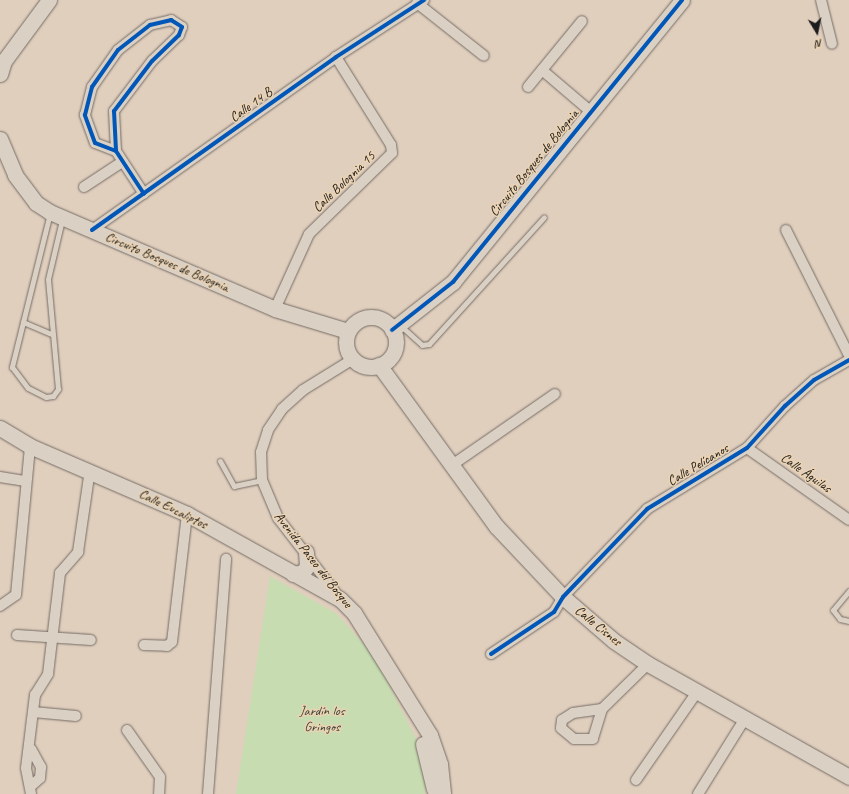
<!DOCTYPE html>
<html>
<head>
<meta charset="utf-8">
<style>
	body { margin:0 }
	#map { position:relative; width:849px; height:794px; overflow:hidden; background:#e1cfbe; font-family:Caveat,sans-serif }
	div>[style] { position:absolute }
	.green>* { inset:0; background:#c7dcb1 }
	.roads { filter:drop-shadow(0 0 1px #756d65) drop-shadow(0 0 1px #756d65) }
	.lane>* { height:5px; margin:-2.5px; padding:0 2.5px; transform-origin:2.5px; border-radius:2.5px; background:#dad0c4 }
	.street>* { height:10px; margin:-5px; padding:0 5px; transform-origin:5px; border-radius:5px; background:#dad0c4 }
	.secondary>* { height:15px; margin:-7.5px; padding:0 7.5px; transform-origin:7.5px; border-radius:7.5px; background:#dad0c4 }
	.secondary>.ring { margin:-7.5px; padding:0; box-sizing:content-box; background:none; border:15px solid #dad0c4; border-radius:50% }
	.cycleway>* { height:4px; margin:-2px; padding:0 2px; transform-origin:2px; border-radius:2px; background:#0057b8 }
	span { translate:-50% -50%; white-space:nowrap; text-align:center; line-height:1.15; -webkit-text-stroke:3px #ebd3b3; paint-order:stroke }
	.street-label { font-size:14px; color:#1c1c1c }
	.park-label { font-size:14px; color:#3a4438 }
	.north { position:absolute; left:797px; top:12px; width:40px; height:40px; -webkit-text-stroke:3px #ebd3b3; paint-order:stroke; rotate:170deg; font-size:11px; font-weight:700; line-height:16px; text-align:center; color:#1c1c1c }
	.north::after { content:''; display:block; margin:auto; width:14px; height:18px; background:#1c1c1c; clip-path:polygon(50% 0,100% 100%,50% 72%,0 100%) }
</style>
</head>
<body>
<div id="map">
	<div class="green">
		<i style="clip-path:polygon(270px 576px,337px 614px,374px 656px,427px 760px,425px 794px,236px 794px)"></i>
	</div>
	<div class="roads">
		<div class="lane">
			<i style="left:50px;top:213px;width:159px;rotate:103.9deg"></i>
			<i style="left:12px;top:367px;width:26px;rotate:53deg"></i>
			<i style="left:28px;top:388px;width:20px;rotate:27deg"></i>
			<i style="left:46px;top:397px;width:7px;rotate:-8deg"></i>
			<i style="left:53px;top:396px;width:9px;rotate:-54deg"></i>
			<i style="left:58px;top:389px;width:110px;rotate:-95.2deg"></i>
			<i style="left:48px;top:279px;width:61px;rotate:-76.7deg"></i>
			<i style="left:23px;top:322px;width:30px;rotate:23deg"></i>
			<i style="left:401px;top:326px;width:28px;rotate:42deg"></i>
			<i style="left:422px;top:345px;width:7px;rotate:-8deg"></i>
			<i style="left:429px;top:344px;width:171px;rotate:-47.8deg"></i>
			<i style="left:220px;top:461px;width:29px;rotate:61deg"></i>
			<i style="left:234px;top:486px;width:29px;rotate:-12deg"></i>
			<i style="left:849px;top:591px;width:25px;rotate:130deg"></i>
			<i style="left:833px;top:610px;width:11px;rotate:52deg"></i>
			<i style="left:840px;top:619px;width:9px;rotate:13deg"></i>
		</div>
		<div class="street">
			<i style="left:821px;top:0;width:45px;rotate:76deg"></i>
			<i style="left:417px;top:3px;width:85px;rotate:38.3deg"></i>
			<i style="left:542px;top:70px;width:63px;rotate:40.5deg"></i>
			<i style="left:528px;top:87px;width:85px;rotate:-50.7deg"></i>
			<i style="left:116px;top:151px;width:22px;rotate:-159deg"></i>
			<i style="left:95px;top:143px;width:30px;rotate:-110deg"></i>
			<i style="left:85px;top:115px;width:29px;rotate:-76deg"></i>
			<i style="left:92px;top:87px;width:45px;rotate:-54.9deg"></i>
			<i style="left:118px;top:50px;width:41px;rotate:-38deg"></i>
			<i style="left:150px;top:25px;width:22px;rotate:-13deg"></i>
			<i style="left:171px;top:20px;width:13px;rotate:32deg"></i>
			<i style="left:182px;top:27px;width:9px;rotate:111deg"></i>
			<i style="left:179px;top:35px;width:37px;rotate:136deg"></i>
			<i style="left:152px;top:61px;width:63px;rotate:127.2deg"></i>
			<i style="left:114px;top:111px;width:40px;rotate:87.1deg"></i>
			<i style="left:116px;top:151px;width:51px;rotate:56.9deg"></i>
			<i style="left:84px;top:187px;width:45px;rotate:-33.3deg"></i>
			<i style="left:92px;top:230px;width:299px;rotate:-35.3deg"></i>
			<i style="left:336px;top:57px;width:105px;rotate:-32.9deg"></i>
			<i style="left:786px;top:230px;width:140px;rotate:63.3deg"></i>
			<i style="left:275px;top:309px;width:82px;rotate:-65.6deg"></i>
			<i style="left:309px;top:234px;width:116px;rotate:-44.3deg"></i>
			<i style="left:392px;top:153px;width:8px;rotate:-97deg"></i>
			<i style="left:391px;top:145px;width:104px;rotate:-122deg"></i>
			<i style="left:747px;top:448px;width:125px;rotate:35.2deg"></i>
			<i style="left:452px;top:465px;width:125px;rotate:-34.6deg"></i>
			<i style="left:0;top:477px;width:26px;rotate:9deg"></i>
			<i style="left:339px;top:597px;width:100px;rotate:-127.7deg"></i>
			<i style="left:278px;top:518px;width:41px;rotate:-112.8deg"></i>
			<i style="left:262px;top:480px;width:28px;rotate:-92deg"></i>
			<i style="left:261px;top:452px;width:23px;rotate:-72deg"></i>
			<i style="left:268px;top:430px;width:25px;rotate:-56deg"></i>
			<i style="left:282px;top:409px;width:28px;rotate:-42deg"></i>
			<i style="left:303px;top:390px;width:59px;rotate:-31.8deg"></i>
			<i style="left:0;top:606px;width:19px;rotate:-35deg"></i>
			<i style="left:16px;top:595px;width:150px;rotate:-84.6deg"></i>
			<i style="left:17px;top:635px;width:74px;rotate:3.9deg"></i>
			<i style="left:144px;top:645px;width:23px;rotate:2deg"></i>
			<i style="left:167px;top:646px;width:6px;rotate:-39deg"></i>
			<i style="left:172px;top:642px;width:129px;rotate:-83.3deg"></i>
			<i style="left:491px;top:654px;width:76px;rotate:-33.7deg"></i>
			<i style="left:554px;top:612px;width:17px;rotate:-59deg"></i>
			<i style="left:563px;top:597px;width:122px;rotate:-46.3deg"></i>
			<i style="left:647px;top:509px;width:117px;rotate:-31.4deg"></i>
			<i style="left:747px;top:448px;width:57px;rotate:-47.9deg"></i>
			<i style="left:785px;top:406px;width:39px;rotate:-42deg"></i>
			<i style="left:814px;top:380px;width:40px;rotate:-29.7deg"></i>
			<i style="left:602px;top:709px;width:31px;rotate:107deg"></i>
			<i style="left:593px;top:739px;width:19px;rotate:180deg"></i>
			<i style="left:574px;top:739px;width:17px;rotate:-140deg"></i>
			<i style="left:561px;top:728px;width:8px;rotate:-83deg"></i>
			<i style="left:562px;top:720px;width:13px;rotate:-32deg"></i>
			<i style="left:573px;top:713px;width:29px;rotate:-8deg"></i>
			<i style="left:602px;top:709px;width:64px;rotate:-44.4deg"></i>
			<i style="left:33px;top:712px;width:43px;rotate:5.3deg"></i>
			<i style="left:127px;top:730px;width:57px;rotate:54.9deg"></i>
			<i style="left:160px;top:777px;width:17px;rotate:93deg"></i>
			<i style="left:31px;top:749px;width:21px;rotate:61deg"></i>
			<i style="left:41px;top:767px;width:11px;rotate:95deg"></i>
			<i style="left:40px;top:778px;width:12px;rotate:138deg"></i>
			<i style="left:636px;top:780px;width:107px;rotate:-55.3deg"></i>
			<i style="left:31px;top:794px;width:26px;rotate:-101deg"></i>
			<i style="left:26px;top:768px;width:74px;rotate:-83deg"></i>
			<i style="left:35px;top:695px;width:25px;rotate:-58deg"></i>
			<i style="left:48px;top:674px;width:102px;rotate:-83.2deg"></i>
			<i style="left:60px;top:573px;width:28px;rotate:-49deg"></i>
			<i style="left:78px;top:552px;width:83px;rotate:-81.7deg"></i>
			<i style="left:208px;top:794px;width:236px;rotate:-85.6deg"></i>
			<i style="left:698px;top:794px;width:87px;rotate:-58.1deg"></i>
		</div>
		<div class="secondary">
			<i style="left:0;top:74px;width:14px;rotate:-73deg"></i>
			<i style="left:4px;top:61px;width:76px;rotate:-53.6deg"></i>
			<i style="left:0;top:139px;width:39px;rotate:67deg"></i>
			<i style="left:15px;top:175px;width:35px;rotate:53deg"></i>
			<i style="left:36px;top:203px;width:17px;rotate:33deg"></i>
			<i style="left:50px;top:212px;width:245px;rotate:23.3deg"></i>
			<i style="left:275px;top:309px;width:76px;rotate:16.8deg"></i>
			<i class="ring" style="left:346px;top:317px;width:35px;height:35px"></i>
			<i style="left:392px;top:330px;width:78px;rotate:-38.2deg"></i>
			<i style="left:453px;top:282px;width:363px;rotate:-50.9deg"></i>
			<i style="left:379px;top:365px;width:199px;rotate:54deg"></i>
			<i style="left:496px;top:526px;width:98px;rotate:46.7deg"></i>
			<i style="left:563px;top:597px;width:67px;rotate:40.8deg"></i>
			<i style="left:614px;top:641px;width:41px;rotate:34.1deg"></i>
			<i style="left:648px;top:664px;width:231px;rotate:29.3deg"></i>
			<i style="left:0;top:428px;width:35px;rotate:31deg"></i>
			<i style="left:30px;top:446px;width:171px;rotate:23.4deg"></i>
			<i style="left:187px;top:514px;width:175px;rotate:29.1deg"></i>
			<i style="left:340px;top:599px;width:20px;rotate:45deg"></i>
			<i style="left:354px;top:613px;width:144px;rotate:58.1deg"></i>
			<i style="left:430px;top:735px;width:31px;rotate:71deg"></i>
			<i style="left:440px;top:764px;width:30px;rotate:84deg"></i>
			<i style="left:293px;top:574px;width:10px;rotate:-11deg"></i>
			<i style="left:303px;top:572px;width:7px;rotate:-56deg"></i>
			<i style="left:307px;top:566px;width:14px;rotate:-94deg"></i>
			<i style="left:423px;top:744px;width:46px;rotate:76.3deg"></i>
		</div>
	</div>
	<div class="cycleway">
		<i style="left:116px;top:151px;width:22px;rotate:-159deg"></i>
		<i style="left:95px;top:143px;width:30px;rotate:-110deg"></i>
		<i style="left:85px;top:115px;width:29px;rotate:-76deg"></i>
		<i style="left:92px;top:87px;width:45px;rotate:-54.9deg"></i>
		<i style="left:118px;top:50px;width:41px;rotate:-38deg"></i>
		<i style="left:150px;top:25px;width:22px;rotate:-13deg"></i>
		<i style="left:171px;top:20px;width:13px;rotate:32deg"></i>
		<i style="left:182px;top:27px;width:9px;rotate:111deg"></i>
		<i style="left:179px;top:35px;width:37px;rotate:136deg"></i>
		<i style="left:152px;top:61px;width:63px;rotate:127.2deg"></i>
		<i style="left:114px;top:111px;width:40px;rotate:87.1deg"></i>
		<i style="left:116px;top:151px;width:51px;rotate:56.9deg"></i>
		<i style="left:92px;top:230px;width:299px;rotate:-35.3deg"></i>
		<i style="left:336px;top:57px;width:105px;rotate:-32.9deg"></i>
		<i style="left:392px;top:330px;width:78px;rotate:-38.2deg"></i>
		<i style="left:453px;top:282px;width:363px;rotate:-50.9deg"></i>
		<i style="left:491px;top:654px;width:76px;rotate:-33.7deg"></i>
		<i style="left:554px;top:612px;width:17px;rotate:-59deg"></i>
		<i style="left:563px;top:597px;width:122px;rotate:-46.3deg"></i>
		<i style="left:647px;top:509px;width:117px;rotate:-31.4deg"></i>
		<i style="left:747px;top:448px;width:57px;rotate:-47.9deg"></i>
		<i style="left:785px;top:406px;width:39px;rotate:-42deg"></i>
		<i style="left:814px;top:380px;width:40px;rotate:-29.7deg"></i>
	</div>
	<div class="street-label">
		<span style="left:251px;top:105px;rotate:-36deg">Calle 14 B</span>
		<span style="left:534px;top:163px;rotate:-51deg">Circuito Bosques de Bolognia</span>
		<span style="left:344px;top:182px;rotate:-44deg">Calle Bolognia 15</span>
		<span style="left:167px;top:262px;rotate:23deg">Circuito Bosques de Bolognia</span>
		<span style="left:698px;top:465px;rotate:-31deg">Calle Pelícanos</span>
		<span style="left:806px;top:473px;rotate:35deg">Calle Águilas</span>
		<span style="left:173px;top:509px;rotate:26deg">Calle Eucaliptos</span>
		<span style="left:313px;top:560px;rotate:52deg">Avenida Paseo del Bosque</span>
		<span style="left:598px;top:626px;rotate:39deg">Calle Cisnes</span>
	</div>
	<div class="park-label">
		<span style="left:322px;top:719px">Jardín los<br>Gringos</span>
	</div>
	<div class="north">N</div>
</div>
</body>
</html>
********
» Task goal
All that is wanted is an exact copy of the lines above from the one with "filter:drop-shadow(0 0 1px" through the one with "height:5px; margin:-2.5px; padding:0", with both ends included.

» Your solution
	.roads { filter:drop-shadow(0 0 1px #756d65) drop-shadow(0 0 1px #756d65) }
	.lane>* { height:5px; margin:-2.5px; padding:0 2.5px; transform-origin:2.5px; border-radius:2.5px; background:#dad0c4 }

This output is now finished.